===== GIVEN DATA

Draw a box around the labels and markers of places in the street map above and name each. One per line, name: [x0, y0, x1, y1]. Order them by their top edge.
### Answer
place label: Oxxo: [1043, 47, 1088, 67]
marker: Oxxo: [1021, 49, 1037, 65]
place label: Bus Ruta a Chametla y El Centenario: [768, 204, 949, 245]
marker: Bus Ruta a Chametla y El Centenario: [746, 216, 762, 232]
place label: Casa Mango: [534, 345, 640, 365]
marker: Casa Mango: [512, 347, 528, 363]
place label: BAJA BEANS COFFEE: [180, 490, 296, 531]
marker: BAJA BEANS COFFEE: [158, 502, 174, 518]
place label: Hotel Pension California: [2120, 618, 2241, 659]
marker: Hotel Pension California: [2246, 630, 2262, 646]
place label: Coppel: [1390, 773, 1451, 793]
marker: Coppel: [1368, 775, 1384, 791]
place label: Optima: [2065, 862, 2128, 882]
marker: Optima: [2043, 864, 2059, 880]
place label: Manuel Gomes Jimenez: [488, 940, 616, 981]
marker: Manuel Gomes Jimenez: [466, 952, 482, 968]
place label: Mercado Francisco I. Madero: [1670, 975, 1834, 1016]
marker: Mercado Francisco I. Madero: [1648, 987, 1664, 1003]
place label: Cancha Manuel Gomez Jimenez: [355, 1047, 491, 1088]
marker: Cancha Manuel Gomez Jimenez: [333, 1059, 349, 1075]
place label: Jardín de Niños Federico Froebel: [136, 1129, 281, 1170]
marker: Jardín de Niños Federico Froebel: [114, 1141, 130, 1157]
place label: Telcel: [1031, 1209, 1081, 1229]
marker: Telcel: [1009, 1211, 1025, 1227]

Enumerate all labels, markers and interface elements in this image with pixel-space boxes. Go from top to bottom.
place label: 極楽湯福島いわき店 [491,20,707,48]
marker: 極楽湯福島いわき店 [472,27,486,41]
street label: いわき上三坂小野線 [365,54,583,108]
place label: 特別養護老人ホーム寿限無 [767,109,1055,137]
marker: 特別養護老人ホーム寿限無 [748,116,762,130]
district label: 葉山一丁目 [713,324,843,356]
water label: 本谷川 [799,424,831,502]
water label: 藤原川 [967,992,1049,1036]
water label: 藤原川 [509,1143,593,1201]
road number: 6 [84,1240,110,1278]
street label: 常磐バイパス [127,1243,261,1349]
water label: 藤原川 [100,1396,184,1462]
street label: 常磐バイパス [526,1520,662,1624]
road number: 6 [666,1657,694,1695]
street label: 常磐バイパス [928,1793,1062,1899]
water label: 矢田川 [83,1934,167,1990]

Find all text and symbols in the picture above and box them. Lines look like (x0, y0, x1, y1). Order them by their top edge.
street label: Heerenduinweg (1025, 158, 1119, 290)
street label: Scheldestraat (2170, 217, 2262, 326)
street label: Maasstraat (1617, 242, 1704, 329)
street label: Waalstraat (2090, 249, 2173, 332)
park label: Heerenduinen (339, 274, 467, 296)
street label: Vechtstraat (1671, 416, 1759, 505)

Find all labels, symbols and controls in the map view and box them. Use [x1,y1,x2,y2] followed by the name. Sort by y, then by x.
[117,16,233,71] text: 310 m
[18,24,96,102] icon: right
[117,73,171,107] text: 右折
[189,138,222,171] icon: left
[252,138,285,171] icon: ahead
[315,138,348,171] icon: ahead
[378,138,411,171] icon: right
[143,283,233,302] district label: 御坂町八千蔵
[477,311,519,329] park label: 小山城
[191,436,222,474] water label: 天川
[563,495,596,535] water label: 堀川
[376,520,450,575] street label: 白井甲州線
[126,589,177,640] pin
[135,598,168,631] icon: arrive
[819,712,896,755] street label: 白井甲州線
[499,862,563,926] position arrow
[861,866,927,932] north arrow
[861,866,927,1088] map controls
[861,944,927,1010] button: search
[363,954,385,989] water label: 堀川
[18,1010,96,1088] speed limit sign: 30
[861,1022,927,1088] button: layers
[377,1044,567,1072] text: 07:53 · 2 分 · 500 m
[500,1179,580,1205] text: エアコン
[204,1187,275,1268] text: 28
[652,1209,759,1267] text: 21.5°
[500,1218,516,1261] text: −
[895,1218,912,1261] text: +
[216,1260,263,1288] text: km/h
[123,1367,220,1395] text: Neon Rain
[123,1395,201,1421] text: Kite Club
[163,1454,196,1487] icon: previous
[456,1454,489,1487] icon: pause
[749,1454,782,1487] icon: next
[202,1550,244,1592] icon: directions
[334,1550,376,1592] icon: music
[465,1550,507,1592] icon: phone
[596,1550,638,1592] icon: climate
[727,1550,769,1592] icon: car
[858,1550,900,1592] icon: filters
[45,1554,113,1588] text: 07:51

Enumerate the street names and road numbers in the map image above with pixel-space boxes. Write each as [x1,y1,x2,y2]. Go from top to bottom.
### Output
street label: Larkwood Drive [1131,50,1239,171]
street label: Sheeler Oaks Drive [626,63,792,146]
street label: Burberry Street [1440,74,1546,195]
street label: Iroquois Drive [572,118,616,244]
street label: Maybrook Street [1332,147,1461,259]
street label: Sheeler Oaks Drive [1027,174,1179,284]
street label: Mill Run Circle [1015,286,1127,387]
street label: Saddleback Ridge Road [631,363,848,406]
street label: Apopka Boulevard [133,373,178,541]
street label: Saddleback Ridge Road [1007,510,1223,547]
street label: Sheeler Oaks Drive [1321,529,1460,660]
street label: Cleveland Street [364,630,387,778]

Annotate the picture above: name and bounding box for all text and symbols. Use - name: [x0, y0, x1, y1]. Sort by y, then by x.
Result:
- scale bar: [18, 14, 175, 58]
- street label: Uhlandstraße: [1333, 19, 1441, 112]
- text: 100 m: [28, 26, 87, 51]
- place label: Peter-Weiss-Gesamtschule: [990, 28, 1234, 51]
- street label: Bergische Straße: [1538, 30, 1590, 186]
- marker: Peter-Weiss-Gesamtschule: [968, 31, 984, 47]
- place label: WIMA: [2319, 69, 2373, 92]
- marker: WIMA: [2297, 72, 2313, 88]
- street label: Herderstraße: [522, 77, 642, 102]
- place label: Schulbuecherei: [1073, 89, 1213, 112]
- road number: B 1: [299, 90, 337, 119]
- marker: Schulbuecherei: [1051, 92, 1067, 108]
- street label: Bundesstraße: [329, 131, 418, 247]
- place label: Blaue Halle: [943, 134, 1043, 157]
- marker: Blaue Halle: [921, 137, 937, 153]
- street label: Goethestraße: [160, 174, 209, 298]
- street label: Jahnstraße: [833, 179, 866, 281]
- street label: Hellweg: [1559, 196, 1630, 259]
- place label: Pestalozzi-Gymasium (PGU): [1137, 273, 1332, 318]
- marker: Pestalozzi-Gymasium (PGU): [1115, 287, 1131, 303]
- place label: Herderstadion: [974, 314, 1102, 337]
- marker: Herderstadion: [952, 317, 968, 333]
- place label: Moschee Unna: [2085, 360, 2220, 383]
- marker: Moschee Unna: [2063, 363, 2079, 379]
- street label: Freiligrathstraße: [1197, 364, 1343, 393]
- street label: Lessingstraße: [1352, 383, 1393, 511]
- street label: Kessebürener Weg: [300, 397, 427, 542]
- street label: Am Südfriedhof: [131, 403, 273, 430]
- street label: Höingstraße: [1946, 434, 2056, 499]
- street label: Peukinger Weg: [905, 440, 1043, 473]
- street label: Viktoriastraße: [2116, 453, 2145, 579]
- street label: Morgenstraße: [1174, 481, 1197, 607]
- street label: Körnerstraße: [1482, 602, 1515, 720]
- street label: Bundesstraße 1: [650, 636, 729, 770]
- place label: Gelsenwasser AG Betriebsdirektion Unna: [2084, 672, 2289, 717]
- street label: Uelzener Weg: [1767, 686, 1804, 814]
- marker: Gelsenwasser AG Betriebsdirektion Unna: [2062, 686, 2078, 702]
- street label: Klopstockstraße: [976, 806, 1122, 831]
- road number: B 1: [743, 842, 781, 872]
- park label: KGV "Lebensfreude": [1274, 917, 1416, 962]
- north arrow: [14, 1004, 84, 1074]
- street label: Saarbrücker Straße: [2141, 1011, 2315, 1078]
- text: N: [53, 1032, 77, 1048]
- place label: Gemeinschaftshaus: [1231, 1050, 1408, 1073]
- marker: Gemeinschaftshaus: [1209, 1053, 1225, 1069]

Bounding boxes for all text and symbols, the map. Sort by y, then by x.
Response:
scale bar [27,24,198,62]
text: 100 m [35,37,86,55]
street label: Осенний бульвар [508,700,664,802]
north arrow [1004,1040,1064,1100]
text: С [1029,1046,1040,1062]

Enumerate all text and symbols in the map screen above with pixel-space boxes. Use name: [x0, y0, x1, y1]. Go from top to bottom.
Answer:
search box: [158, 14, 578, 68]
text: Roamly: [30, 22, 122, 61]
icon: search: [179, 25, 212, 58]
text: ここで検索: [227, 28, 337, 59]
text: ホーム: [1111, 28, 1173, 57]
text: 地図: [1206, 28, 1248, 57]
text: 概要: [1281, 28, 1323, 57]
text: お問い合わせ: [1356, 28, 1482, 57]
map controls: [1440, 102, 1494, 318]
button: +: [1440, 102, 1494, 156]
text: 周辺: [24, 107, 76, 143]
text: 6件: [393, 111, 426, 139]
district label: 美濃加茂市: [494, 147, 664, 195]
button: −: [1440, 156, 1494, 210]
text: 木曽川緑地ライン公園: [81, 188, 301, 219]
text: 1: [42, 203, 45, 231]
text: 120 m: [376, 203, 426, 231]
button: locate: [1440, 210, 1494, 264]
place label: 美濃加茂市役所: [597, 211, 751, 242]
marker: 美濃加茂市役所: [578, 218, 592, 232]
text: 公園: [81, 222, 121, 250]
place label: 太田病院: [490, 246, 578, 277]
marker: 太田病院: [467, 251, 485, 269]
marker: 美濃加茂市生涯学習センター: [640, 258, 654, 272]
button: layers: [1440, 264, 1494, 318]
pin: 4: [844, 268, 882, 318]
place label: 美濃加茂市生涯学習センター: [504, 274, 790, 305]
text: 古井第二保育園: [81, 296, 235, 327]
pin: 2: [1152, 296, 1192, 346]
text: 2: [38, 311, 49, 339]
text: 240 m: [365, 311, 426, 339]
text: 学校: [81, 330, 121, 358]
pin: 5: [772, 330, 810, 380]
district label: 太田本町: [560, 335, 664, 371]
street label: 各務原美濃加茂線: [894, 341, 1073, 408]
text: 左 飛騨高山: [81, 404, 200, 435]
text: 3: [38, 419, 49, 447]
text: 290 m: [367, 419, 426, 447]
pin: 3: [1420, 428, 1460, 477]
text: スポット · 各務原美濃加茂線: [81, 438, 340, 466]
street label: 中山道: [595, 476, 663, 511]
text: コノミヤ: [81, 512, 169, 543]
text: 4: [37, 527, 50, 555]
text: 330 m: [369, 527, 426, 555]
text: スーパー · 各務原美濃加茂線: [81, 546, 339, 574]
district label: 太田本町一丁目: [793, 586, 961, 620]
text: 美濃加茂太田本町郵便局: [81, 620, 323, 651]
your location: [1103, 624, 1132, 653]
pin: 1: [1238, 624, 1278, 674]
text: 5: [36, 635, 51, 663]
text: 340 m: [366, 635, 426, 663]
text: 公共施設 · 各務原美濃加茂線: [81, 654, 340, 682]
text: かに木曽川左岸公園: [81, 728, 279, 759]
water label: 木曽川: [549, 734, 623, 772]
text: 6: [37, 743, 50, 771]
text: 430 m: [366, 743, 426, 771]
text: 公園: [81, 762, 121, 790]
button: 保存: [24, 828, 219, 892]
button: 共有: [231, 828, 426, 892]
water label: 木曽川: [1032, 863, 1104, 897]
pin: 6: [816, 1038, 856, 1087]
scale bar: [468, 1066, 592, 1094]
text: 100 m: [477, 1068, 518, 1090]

==========

* DESCRIPTION OF THE TASK
Wherever the line holding "Bounding boxes for" falls in the entries above, copy exactly from it through the line holding "Enumerate all text", inclusive, and add nothing.

* WRITTEN SOLUTION
Bounding boxes for all text and symbols, the map. Sort by y, then by x.
Response:
scale bar [27,24,198,62]
text: 100 m [35,37,86,55]
street label: Осенний бульвар [508,700,664,802]
north arrow [1004,1040,1064,1100]
text: С [1029,1046,1040,1062]

Enumerate all text and symbols in the map screen above with pixel-space boxes. Use name: [x0, y0, x1, y1]. Go from top to bottom.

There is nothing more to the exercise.